Polish Swans and Eggs
Also, Danish Crown has started in sales in China, where pork is in high demand. But while Chinese consumers are ready to put teeth in ears, snouts and toes, it is not Danish slaughterhouse workers who will benefit from the many alternative cuts. Within a few years, the slaughterhouse company sent 7,000 Danish jobs abroad. The latest are from Esbjerg, Sæby and Hadsund, where 700 abattoir workers have had to leave their meat knives and safety gloves to colleagues in northern Germany and Poland.
It is also Poles who in the future will be responsible for production of the Danish furniture classics from Fritz Hansen A/S. After 140 years shuts down the company for all production in Denmark and sends Series 7 and the [iconic] Ant Chair to Poland, where both the [legendary] Egg Chair and the Swan Chair are already being produced.
'Something for nothing'
As is customary in the royal business promotion, there was also the LEGO program in China. But even if all the world's children and their parents again have become aware of the brilliant blocks, it is not idle hands in Denmark to pat the miracle of LEGO. A large part of the production will be relocated to the Czech Republic and Mexico, and right now, the possibilities for further relocation of production. And here is China and neighbouring countries in Asia top of the list.
In my book I describe the close relationship between certain parts of the Danish business community and the royal family and how members of the royal family willingly act as billboards for the companies that fund their leisure activities and wardrobe. So it was on the trip to China.
Georg Jensen, who has donated to Crown Princess Mary a watch worth 110,000 kroner, got a royal visit to their store in a Chinese shopping centre, and it put on a fashion event, where Kopenhagen Fur and eyewear company Lindberg were the main attractions, too. The two companies both have royal Royal Warrants and put them on their websites and do not hide the fact that they kindly provide the Crown with, respectively, mink and lightweight glasses with titanium.

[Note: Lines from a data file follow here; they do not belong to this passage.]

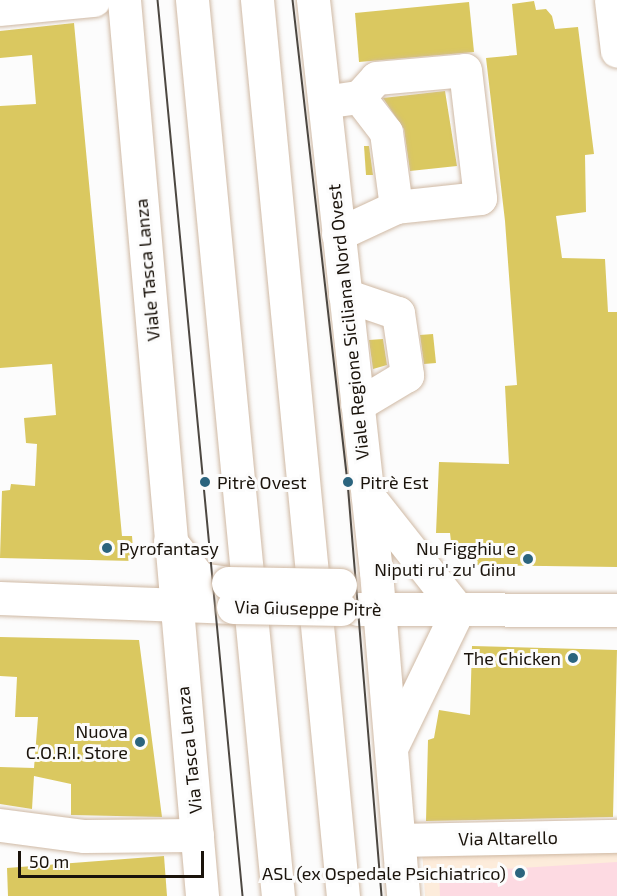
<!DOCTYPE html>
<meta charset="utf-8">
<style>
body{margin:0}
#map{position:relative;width:617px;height:896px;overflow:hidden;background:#fcfcfc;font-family:"Exo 2",sans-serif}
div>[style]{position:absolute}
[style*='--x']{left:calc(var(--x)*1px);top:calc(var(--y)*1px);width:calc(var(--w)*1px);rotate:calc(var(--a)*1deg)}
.built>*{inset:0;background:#fdecdb}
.green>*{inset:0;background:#fddae2}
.building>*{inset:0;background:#dac860}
.roads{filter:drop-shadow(0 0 2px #cfb9a4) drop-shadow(0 0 2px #cfb9a4)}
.minor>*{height:33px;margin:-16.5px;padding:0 16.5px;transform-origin:16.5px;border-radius:16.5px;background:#fff}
.major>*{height:33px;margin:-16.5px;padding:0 16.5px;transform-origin:16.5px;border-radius:16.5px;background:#fff}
.tram>*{height:1.5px;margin:-0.75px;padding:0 0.75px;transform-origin:0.75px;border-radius:0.75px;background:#4c4741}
.bridges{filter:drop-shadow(0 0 2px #cfb9a4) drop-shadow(0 0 2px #cfb9a4)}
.minor-bridge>*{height:33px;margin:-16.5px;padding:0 16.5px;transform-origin:16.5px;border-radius:16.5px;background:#fff}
.dots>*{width:16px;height:16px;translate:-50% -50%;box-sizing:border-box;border:3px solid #fcfcfc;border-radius:50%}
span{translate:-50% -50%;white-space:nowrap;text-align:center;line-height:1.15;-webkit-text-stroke:6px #fcfcfc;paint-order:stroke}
.street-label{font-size:18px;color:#1a130b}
.poi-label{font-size:18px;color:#1a130b}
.left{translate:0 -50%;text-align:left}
.right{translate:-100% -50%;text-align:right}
.scale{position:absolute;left:18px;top:851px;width:186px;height:27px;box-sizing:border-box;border:3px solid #1a130b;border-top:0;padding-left:8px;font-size:18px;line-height:21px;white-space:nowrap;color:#1a130b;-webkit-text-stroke:4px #fcfcfc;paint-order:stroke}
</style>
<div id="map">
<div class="built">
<div style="clip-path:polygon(617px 847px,617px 896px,425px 896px,422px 850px)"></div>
</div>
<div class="green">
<div style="clip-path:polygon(617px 862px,617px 896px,440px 896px,439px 873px)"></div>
</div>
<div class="building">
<div style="clip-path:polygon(534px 1px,536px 10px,546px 9px,552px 16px,555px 29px,578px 27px,594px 154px,585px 155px,586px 212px,556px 216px,562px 258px,605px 259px,608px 312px,617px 312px,617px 567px,474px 565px,474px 550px,452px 550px,450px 533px,436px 533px,439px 462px,509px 464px,505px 386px,517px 385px,505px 221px,486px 58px,517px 55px,512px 4px)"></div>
<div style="clip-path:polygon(469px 2px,474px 52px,359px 62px,355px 13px)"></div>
<div style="clip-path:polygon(74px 23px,122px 536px,132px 536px,134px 561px,0 558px,2px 491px,10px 490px,11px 484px,35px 486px,37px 444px,26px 443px,24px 418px,56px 415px,52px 364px,0 368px,0 106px,36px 104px,32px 55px,0 58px,0 31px)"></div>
<div style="clip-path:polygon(445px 91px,457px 166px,410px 171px,404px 129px,383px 98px)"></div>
<div style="clip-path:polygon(364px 146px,369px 146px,373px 175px,366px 175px)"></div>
<div style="clip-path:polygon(433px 334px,436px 363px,424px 364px,420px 335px)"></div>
<div style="clip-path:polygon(383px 339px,387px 365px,373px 369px,369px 340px)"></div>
<div style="clip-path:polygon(0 637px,139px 640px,162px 817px,71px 815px,71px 784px,34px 776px,32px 809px,0 804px,0 767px,34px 768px,38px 717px,15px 717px,17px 677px,0 676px)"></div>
<div style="clip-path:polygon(472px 646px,617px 650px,613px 817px,426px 821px,428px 740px,434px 738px,439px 710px,470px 715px)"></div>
<div style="clip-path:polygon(164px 856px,167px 896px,8px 896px,7px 868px)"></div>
</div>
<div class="roads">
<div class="minor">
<div style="--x:124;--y:0;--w:899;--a:85.02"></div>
<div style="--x:313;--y:0;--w:575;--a:83.71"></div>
<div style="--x:376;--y:572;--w:325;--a:85.2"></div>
<div style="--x:611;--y:0;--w:51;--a:83.3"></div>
<div style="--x:0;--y:9;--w:94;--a:-5.5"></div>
<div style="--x:359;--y:97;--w:25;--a:-48"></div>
<div style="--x:376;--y:78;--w:89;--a:-5.1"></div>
<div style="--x:465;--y:70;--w:129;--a:83.3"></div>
<div style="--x:480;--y:198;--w:84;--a:173.9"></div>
<div style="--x:337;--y:100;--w:22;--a:-8"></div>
<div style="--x:359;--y:97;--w:44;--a:52.4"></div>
<div style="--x:386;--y:132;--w:76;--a:82.4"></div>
<div style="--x:396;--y:207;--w:64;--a:155"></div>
<div style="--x:345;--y:295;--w:56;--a:18.8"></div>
<div style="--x:398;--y:313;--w:63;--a:81.7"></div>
<div style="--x:407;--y:375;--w:58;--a:149"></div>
<div style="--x:368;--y:496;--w:145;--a:51.7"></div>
<div style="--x:170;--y:541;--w:48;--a:51.7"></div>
<div style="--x:200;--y:579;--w:28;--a:8"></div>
<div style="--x:0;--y:598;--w:233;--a:2.2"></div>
<div style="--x:358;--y:609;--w:259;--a:0.2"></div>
<div style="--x:392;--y:746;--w:151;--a:-64.1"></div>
<div style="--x:0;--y:825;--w:85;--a:7.5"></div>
<div style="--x:84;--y:836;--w:113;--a:-0.5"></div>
<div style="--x:399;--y:840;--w:218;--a:-1.1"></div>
</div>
<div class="major">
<div style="--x:192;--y:0;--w:900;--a:84.52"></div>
<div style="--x:257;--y:0;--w:900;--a:84.52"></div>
</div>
</div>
<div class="tram">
<div style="--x:158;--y:0;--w:900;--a:84.58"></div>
<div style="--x:293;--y:0;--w:485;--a:83.5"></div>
<div style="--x:348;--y:482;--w:415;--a:85.3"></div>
</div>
<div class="bridges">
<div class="minor-bridge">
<div style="--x:228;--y:583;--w:112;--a:1"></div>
<div style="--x:233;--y:607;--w:108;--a:1.1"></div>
</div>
</div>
<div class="dots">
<div style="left:205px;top:482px;background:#2b647e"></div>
<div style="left:348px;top:482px;background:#2b647e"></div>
<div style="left:107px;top:548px;background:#2b647e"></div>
<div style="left:528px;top:559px;background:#2b647e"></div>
<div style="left:573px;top:658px;background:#2b647e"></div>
<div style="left:140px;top:742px;background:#2b647e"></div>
<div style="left:520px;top:873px;background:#2b647e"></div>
</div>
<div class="street-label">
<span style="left:147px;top:270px;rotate:-95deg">Viale Tasca Lanza</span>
<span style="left:348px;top:322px;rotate:-96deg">Viale Regione Siciliana Nord Ovest</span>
<span style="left:308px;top:608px;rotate:1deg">Via Giuseppe Pitrè</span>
<span style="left:189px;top:750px;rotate:-96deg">Via Tasca Lanza</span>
<span style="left:508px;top:838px;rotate:-1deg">Via Altarello</span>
</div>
<div class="poi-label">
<span class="left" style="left:217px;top:482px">Pitrè Ovest</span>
<span class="left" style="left:360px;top:482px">Pitrè Est</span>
<span class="left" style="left:119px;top:548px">Pyrofantasy</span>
<span class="right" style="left:516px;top:559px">Nu Figghiu e<br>Niputi ru' zu' Ginu</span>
<span class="right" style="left:561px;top:658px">The Chicken</span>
<span class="right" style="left:128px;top:742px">Nuova<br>C.O.R.I. Store</span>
<span class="right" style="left:506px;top:873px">ASL (ex Ospedale Psichiatrico)</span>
</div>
<div class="scale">50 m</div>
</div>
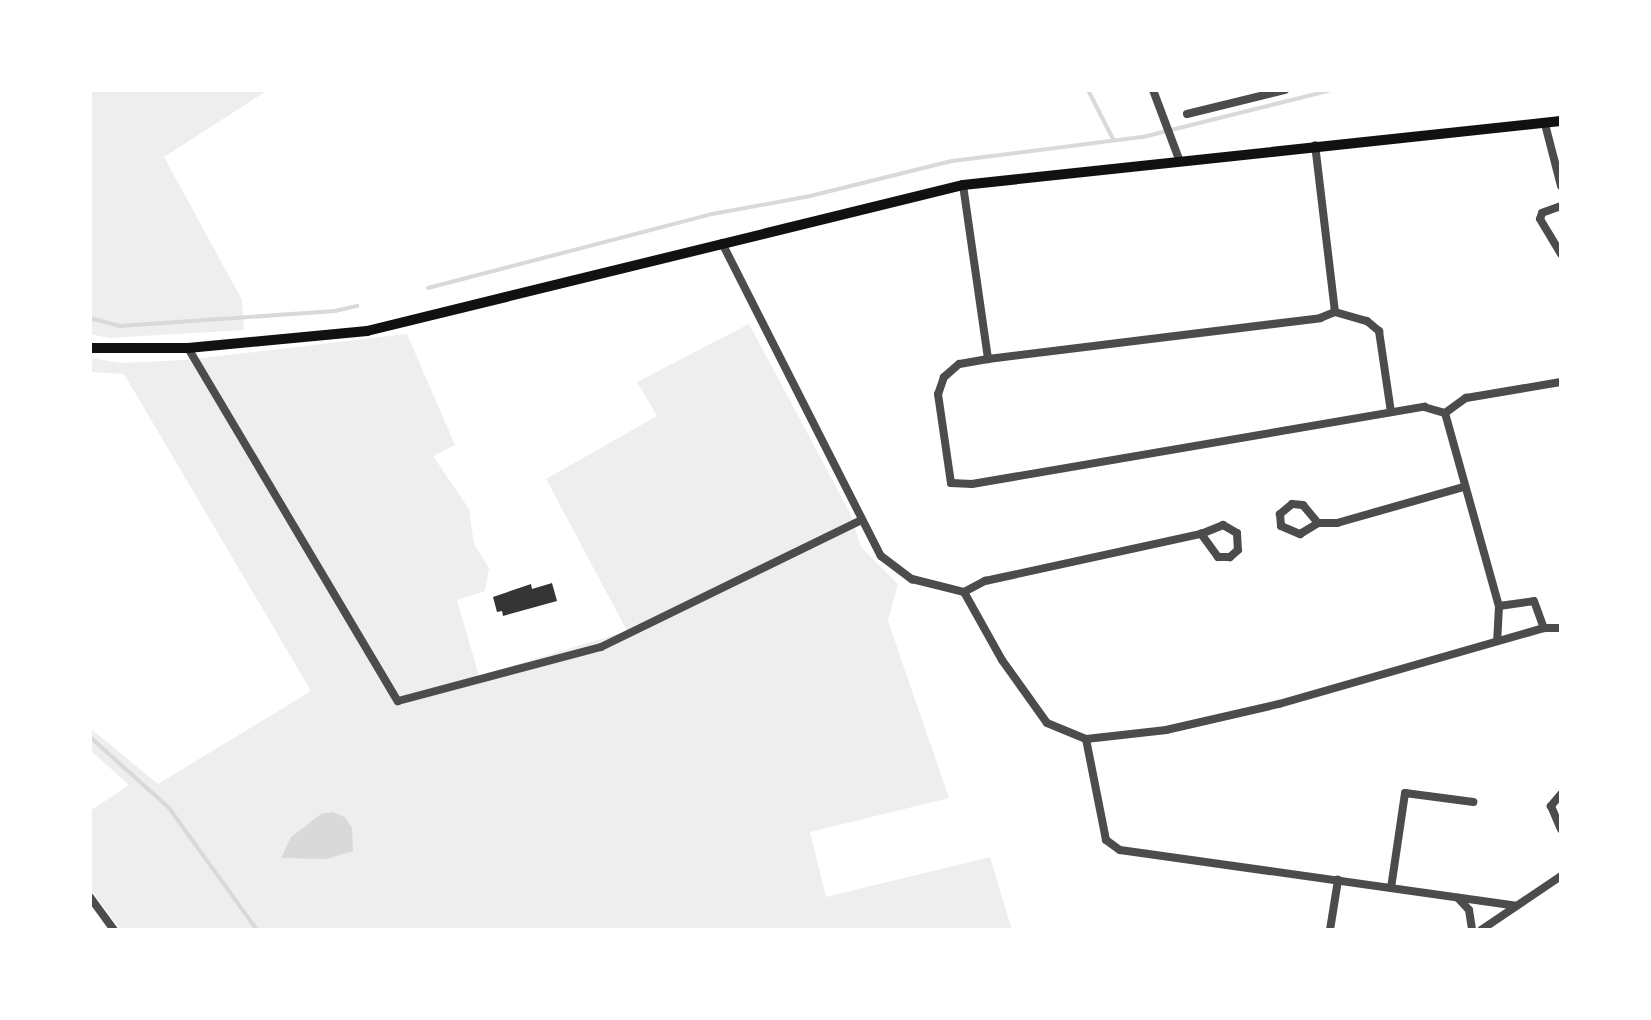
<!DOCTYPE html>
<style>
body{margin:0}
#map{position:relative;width:1651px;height:1020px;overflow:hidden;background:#fff;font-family:"Titillium Web",sans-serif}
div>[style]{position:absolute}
.green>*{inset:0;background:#eee}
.water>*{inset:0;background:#d9d9d9}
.stream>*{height:4px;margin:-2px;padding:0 2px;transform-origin:2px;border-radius:2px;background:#d9d9d9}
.building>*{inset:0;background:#353535}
.minor>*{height:8px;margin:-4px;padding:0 4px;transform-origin:4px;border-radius:4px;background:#4c4c4c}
.secondary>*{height:10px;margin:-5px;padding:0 5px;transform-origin:5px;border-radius:5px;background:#111}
span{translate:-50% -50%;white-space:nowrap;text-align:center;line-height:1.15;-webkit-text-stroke:8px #fff;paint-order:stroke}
.frame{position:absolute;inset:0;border:92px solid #fff;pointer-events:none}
</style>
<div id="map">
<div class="green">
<div style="clip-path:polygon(90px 90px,268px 90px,164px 157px,242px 300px,244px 330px,109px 338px,90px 334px)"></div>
<div style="clip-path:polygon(749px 324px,851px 515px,861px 547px,898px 584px,888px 621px,949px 798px,810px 832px,826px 897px,990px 857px,1012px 930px,121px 930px,90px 889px,90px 811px,129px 785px,90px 750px,90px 728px,158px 784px,311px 691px,124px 374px,90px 372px,90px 358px,121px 363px,185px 360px,407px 334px,455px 445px,433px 456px,469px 509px,474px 544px,489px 568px,485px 591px,457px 600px,479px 676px,627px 631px,546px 479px,657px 416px,637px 382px)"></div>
</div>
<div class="water">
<div style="clip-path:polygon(332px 812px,345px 817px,352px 828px,353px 851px,327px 859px,281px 858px,291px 837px,321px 814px)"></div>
</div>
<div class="stream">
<div style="left:1088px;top:90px;width:55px;rotate:63deg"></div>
<div style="left:428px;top:288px;width:293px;rotate:-14.6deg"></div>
<div style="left:712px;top:214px;width:96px;rotate:-10.3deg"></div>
<div style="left:806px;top:197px;width:150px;rotate:-13.9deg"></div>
<div style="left:952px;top:161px;width:193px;rotate:-7.2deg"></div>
<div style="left:1143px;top:137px;width:194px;rotate:-14deg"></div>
<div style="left:90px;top:318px;width:31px;rotate:15deg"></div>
<div style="left:120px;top:326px;width:216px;rotate:-4deg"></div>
<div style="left:335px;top:311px;width:23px;rotate:-13deg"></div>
<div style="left:90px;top:737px;width:106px;rotate:41.9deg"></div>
<div style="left:169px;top:808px;width:150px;rotate:54.2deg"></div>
</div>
<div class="building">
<div style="clip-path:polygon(552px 583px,557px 601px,503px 616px,502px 611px,497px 612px,493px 597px,531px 584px,532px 589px)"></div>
</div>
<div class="minor">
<div style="left:1153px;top:90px;width:74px;rotate:69.4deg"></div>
<div style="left:1187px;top:114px;width:101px;rotate:-13.8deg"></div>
<div style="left:1545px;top:124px;width:64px;rotate:75.5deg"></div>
<div style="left:963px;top:185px;width:176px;rotate:81.8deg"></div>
<div style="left:988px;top:359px;width:29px;rotate:170deg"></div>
<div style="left:959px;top:364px;width:20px;rotate:139deg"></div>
<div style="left:944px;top:377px;width:18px;rotate:109deg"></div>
<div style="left:938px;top:394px;width:90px;rotate:81.7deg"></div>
<div style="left:951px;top:483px;width:21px;rotate:3deg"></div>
<div style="left:972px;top:484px;width:459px;rotate:-9.7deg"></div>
<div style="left:1424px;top:407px;width:22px;rotate:16deg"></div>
<div style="left:1445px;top:413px;width:26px;rotate:-36deg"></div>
<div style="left:1466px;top:398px;width:96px;rotate:-9.6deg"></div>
<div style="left:1561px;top:206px;width:20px;rotate:160deg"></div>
<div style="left:1542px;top:213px;width:6px;rotate:108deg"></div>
<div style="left:1540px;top:219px;width:41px;rotate:59deg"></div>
<div style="left:722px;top:243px;width:351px;rotate:63.1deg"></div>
<div style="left:881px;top:556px;width:39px;rotate:37deg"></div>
<div style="left:912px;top:579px;width:54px;rotate:14deg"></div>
<div style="left:964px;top:592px;width:78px;rotate:60.8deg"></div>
<div style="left:1002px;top:660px;width:77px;rotate:54.5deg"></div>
<div style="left:1047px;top:723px;width:42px;rotate:22.3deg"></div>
<div style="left:1086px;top:739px;width:81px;rotate:-6.4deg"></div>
<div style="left:1166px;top:730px;width:116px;rotate:-13deg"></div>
<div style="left:1279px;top:704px;width:276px;rotate:-16deg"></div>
<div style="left:1544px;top:628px;width:17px"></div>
<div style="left:1335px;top:312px;width:33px;rotate:16deg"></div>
<div style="left:1367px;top:321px;width:16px;rotate:40deg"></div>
<div style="left:1379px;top:331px;width:82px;rotate:81.6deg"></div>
<div style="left:188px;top:348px;width:411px;rotate:59.3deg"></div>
<div style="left:398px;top:701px;width:210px;rotate:-14.9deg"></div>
<div style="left:601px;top:647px;width:289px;rotate:-26deg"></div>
<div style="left:988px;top:359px;width:335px;rotate:-7deg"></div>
<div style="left:1320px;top:318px;width:16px;rotate:-22deg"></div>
<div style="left:1335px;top:312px;width:168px;rotate:-96.8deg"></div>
<div style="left:1445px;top:413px;width:200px;rotate:74.4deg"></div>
<div style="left:1499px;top:606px;width:35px;rotate:93deg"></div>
<div style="left:1318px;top:523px;width:23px;rotate:-130deg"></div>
<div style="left:1303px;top:505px;width:11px;rotate:-175deg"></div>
<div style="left:1292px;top:504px;width:16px;rotate:140deg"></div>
<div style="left:1280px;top:514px;width:12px;rotate:85deg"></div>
<div style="left:1281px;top:526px;width:21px;rotate:23deg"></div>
<div style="left:1300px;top:534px;width:21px;rotate:-31deg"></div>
<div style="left:1318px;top:523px;width:19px"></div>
<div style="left:1337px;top:523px;width:131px;rotate:-15.9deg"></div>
<div style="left:964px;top:592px;width:24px;rotate:-28deg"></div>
<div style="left:985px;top:581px;width:221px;rotate:-12.3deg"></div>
<div style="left:1201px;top:534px;width:24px;rotate:-22deg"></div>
<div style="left:1223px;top:525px;width:16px;rotate:30deg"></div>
<div style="left:1237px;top:533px;width:17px;rotate:87deg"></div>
<div style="left:1238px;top:550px;width:11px;rotate:139deg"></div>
<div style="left:1230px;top:557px;width:12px;rotate:180deg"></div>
<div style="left:1218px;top:557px;width:29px;rotate:-126deg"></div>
<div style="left:1499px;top:606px;width:35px;rotate:-8deg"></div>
<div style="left:1534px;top:601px;width:29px;rotate:70deg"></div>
<div style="left:1086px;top:739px;width:103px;rotate:78.8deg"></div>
<div style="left:1106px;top:840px;width:17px;rotate:36deg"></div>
<div style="left:1120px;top:850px;width:400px;rotate:8deg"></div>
<div style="left:1561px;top:794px;width:16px;rotate:130deg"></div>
<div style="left:1551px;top:806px;width:25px;rotate:67deg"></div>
<div style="left:1391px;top:888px;width:96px;rotate:-81.6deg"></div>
<div style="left:1405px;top:793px;width:69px;rotate:7.5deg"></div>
<div style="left:90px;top:897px;width:41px;rotate:54deg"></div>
<div style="left:1458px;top:898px;width:16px;rotate:47deg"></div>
<div style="left:1469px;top:910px;width:20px;rotate:81deg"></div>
<div style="left:1330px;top:930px;width:51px;rotate:-80.9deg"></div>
<div style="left:1481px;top:930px;width:97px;rotate:-34deg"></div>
</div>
<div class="secondary">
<div style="left:90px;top:348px;width:98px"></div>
<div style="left:188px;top:348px;width:180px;rotate:-5.4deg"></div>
<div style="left:367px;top:331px;width:614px;rotate:-13.76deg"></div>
<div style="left:963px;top:185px;width:601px;rotate:-6.11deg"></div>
</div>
<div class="frame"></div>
</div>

In general, there are very close ties between the companies and the royal advertising columns. Especially Crown Princess Mary shows her willingness to move forward to sponsor products. Thus, also in China, where she - true to form - had space in her suitcase for a creation from her friend and favorite designer Malene Birger. But even if the princess was so adorable in her new cobalt blue dress, the royal catwalk in the Far East hardly creates jobs in Denmark. IC Companies, who own the Malene Birger brand, make, according to its annual report for 2010-2011, 69 percent of the collection in China, 18 percent in the rest of Asia and the remaining 13 percent in Romania. Yes, the company has moved to Poland.